[Stored data]
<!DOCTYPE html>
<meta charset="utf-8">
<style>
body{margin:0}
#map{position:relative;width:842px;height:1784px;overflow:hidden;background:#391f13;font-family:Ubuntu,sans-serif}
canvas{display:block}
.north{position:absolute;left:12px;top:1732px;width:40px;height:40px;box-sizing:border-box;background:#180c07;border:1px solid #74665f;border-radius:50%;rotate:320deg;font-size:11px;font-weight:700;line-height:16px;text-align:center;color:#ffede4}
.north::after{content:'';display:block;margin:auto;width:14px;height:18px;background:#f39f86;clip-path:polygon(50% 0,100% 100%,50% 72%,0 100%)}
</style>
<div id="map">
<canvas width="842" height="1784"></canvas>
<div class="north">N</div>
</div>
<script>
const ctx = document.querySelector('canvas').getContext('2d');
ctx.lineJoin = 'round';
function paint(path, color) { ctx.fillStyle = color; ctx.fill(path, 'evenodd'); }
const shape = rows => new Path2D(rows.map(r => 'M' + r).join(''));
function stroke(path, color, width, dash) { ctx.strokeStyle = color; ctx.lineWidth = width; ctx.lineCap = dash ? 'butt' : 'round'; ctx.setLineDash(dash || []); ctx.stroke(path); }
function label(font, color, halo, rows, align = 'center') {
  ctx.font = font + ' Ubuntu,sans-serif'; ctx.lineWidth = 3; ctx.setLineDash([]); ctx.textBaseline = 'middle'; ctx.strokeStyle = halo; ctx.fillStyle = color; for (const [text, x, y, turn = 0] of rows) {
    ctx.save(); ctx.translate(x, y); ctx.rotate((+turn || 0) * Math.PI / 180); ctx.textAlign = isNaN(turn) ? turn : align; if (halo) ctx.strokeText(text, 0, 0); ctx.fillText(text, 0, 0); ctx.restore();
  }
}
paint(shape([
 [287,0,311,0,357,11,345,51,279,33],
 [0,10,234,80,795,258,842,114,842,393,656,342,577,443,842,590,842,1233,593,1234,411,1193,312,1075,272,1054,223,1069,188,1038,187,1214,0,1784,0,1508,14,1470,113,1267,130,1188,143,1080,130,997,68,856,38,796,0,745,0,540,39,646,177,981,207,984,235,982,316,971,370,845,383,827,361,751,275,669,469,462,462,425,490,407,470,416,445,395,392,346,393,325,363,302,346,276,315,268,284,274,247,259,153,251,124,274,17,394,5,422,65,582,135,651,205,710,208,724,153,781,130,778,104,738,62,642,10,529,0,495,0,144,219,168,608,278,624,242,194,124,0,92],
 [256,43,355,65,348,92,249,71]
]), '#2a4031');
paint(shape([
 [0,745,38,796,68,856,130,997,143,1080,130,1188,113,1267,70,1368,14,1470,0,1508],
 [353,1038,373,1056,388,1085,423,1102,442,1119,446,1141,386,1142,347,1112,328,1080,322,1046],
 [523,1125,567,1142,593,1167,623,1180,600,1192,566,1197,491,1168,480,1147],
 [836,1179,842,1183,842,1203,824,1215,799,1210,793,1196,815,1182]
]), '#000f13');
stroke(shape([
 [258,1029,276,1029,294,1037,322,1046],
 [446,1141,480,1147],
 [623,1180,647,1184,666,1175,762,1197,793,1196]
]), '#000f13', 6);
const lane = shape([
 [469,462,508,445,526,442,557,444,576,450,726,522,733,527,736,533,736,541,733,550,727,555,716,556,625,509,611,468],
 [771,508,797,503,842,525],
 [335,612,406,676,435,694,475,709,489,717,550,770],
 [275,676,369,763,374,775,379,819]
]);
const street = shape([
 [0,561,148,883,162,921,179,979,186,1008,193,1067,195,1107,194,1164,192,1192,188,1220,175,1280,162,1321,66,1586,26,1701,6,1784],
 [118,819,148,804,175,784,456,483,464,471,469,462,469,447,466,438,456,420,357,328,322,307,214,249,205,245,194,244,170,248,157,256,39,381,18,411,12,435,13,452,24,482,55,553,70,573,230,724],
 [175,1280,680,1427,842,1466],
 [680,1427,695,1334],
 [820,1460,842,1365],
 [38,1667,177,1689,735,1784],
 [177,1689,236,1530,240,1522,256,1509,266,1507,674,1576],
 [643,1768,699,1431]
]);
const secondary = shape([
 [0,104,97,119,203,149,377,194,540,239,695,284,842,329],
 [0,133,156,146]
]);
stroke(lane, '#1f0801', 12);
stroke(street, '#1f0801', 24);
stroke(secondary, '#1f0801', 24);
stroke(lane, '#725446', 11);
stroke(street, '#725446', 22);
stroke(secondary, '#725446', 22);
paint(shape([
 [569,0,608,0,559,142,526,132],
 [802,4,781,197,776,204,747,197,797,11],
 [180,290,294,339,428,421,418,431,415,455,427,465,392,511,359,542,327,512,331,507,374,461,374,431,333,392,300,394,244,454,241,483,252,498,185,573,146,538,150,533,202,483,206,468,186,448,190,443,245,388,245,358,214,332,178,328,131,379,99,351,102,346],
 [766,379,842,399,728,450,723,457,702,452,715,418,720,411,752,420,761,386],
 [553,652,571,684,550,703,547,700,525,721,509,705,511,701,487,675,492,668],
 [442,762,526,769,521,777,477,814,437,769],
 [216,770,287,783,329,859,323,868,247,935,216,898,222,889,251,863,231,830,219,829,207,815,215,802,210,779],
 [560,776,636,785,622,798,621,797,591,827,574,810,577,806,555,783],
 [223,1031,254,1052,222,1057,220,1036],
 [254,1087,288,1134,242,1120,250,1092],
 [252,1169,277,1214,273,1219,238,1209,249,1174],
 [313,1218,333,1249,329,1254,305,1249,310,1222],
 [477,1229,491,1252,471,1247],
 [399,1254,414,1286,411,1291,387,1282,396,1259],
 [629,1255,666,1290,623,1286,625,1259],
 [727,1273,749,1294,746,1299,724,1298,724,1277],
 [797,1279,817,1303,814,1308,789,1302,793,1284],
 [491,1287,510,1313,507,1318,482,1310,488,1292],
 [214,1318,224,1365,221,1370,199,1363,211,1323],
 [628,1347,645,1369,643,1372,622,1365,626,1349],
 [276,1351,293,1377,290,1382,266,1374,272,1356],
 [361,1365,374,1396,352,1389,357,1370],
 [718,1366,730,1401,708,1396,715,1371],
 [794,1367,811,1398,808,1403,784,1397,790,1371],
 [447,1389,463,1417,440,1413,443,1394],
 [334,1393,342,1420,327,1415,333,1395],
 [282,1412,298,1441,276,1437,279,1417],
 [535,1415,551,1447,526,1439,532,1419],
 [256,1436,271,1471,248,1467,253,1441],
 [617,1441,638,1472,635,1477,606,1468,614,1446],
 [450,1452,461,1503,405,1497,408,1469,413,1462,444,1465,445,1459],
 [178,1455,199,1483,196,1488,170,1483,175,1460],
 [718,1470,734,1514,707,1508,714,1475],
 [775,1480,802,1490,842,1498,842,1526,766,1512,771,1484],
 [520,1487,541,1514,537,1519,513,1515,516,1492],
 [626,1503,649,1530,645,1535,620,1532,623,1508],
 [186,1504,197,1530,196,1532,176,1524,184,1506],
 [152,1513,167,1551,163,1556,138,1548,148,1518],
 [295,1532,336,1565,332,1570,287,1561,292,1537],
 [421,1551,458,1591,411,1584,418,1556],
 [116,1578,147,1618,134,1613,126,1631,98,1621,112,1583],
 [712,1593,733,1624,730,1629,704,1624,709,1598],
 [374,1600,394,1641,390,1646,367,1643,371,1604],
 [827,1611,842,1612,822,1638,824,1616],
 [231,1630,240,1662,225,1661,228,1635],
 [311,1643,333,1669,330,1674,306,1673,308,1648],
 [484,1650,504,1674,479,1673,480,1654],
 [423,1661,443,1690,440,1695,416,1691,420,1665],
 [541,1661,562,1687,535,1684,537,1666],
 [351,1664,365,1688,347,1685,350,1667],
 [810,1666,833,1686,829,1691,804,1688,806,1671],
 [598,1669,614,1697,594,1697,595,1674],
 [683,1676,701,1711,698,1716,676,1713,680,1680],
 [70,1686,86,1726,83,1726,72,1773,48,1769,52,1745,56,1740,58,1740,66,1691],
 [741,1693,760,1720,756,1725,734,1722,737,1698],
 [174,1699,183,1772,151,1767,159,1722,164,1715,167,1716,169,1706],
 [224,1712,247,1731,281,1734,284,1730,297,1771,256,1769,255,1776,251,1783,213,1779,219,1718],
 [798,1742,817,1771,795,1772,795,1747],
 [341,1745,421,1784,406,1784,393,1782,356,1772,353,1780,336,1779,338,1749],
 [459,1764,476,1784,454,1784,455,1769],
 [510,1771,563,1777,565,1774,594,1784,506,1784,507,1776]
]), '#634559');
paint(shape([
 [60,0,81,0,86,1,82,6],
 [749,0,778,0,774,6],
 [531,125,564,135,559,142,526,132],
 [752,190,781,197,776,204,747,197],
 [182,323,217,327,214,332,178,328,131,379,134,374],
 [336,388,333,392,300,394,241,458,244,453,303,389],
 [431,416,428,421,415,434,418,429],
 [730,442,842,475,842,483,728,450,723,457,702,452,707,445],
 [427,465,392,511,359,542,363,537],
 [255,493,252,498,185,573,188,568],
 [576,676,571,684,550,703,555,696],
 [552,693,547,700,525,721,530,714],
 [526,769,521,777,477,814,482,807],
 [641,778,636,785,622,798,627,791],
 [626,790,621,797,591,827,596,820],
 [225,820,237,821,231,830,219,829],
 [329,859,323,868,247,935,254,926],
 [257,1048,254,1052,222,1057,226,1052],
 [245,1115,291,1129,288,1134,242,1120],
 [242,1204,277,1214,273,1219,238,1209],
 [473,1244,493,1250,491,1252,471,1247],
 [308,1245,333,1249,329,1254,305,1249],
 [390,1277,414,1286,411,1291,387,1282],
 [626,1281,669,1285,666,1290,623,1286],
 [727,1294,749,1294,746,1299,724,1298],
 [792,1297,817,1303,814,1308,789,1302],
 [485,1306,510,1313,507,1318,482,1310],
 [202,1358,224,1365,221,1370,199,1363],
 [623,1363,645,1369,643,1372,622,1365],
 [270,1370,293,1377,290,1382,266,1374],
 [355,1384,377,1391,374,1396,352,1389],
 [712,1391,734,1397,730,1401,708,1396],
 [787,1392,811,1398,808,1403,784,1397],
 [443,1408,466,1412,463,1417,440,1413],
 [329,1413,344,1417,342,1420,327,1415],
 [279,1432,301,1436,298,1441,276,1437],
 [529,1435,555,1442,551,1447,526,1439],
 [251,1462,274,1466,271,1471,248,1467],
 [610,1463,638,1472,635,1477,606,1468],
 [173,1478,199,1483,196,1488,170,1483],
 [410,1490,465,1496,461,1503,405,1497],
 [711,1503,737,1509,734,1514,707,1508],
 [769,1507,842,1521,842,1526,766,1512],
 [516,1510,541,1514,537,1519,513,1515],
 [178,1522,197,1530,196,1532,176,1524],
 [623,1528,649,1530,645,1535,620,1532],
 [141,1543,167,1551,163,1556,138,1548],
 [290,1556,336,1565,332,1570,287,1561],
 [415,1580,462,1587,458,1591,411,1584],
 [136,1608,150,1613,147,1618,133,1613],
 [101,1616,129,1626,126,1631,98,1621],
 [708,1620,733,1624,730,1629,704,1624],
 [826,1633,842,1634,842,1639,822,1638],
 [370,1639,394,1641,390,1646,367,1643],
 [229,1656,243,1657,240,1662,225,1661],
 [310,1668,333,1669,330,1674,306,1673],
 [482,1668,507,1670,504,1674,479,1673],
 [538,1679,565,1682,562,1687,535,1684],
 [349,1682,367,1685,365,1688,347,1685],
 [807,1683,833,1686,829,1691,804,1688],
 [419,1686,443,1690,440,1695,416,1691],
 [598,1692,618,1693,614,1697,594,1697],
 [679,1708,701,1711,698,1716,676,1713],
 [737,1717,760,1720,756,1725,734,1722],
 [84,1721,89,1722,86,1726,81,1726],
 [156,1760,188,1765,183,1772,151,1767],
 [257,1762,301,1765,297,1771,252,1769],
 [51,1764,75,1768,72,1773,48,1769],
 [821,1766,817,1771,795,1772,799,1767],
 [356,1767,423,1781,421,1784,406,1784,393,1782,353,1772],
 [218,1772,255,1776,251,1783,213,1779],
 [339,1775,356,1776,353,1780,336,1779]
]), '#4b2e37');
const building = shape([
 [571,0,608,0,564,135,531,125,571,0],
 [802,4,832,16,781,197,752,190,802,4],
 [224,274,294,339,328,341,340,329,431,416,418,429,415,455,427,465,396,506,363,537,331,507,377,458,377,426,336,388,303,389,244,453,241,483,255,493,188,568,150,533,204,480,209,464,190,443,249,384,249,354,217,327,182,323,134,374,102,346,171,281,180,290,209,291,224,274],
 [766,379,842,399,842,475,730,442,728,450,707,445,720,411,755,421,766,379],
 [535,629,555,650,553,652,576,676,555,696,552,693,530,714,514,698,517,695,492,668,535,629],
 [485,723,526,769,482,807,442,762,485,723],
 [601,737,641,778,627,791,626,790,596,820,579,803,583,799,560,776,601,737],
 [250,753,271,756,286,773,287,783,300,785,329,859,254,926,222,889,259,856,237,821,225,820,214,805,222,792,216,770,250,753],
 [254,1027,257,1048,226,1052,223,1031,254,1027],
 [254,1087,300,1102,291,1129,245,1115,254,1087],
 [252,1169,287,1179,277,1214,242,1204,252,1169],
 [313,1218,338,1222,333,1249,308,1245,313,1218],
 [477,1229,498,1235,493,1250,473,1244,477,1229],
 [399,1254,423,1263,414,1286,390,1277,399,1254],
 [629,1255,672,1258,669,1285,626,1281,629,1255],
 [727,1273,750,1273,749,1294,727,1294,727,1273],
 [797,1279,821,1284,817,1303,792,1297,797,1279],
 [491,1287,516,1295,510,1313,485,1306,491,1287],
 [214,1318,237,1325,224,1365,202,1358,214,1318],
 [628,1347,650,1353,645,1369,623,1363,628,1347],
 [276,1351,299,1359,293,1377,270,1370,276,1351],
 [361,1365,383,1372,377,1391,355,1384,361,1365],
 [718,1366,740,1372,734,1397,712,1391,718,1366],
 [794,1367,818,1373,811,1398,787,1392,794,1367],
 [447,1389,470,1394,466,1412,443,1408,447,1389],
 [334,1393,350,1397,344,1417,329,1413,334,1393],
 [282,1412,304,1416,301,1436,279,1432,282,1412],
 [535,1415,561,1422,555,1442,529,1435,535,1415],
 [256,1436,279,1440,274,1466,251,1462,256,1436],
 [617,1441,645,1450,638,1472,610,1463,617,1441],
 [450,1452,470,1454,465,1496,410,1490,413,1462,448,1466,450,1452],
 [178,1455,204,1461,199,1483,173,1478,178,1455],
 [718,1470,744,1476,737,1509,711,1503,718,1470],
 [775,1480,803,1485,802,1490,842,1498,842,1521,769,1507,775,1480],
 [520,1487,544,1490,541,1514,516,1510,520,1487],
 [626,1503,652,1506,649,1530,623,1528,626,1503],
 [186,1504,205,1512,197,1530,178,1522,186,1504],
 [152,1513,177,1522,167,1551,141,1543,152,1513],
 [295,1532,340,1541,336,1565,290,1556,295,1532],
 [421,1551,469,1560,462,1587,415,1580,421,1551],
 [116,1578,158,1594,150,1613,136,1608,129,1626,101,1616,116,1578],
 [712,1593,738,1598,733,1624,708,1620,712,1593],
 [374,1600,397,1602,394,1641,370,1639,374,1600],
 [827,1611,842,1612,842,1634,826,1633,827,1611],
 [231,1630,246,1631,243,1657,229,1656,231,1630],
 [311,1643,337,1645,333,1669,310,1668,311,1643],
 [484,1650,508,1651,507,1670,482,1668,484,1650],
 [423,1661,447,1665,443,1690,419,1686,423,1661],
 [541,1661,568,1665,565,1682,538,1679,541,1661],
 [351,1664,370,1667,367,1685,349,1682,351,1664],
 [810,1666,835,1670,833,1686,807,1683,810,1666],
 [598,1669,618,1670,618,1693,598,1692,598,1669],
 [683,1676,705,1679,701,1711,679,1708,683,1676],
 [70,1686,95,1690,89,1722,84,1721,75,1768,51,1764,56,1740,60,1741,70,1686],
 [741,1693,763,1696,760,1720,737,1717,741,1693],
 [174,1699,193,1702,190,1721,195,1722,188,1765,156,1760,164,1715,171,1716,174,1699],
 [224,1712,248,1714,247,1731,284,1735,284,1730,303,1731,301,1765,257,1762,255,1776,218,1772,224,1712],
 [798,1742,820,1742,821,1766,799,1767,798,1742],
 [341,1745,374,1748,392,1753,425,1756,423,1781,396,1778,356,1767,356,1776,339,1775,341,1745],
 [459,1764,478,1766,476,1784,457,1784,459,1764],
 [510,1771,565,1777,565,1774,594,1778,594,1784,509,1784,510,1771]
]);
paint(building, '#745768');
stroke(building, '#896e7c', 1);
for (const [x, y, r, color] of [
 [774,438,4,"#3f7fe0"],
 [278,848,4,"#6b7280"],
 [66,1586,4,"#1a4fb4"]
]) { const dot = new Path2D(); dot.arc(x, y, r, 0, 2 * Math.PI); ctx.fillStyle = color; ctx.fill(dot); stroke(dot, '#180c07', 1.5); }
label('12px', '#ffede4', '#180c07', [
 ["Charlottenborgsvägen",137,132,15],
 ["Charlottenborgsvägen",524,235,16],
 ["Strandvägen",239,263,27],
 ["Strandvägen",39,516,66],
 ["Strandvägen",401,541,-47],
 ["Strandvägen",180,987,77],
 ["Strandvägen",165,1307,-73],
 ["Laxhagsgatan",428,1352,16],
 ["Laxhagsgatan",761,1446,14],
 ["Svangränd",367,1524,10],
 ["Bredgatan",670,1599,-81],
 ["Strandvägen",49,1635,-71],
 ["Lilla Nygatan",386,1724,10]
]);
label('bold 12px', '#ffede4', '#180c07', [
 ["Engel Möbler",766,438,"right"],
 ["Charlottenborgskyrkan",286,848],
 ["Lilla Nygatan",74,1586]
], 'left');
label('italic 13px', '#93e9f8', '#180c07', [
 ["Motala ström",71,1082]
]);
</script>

(PROBLEM TO SOLVE) Please copy out each line in the entries that mentions the string "rotate".

(OUTPUT FOR THIS EXERCISE)
.north{position:absolute;left:12px;top:1732px;width:40px;height:40px;box-sizing:border-box;background:#180c07;border:1px solid #74665f;border-radius:50%;rotate:320deg;font-size:11px;font-weight:700;line-height:16px;text-align:center;color:#ffede4}
    ctx.save(); ctx.translate(x, y); ctx.rotate((+turn || 0) * Math.PI / 180); ctx.textAlign = isNaN(turn) ? turn : align; if (halo) ctx.strokeText(text, 0, 0); ctx.fillText(text, 0, 0); ctx.restore();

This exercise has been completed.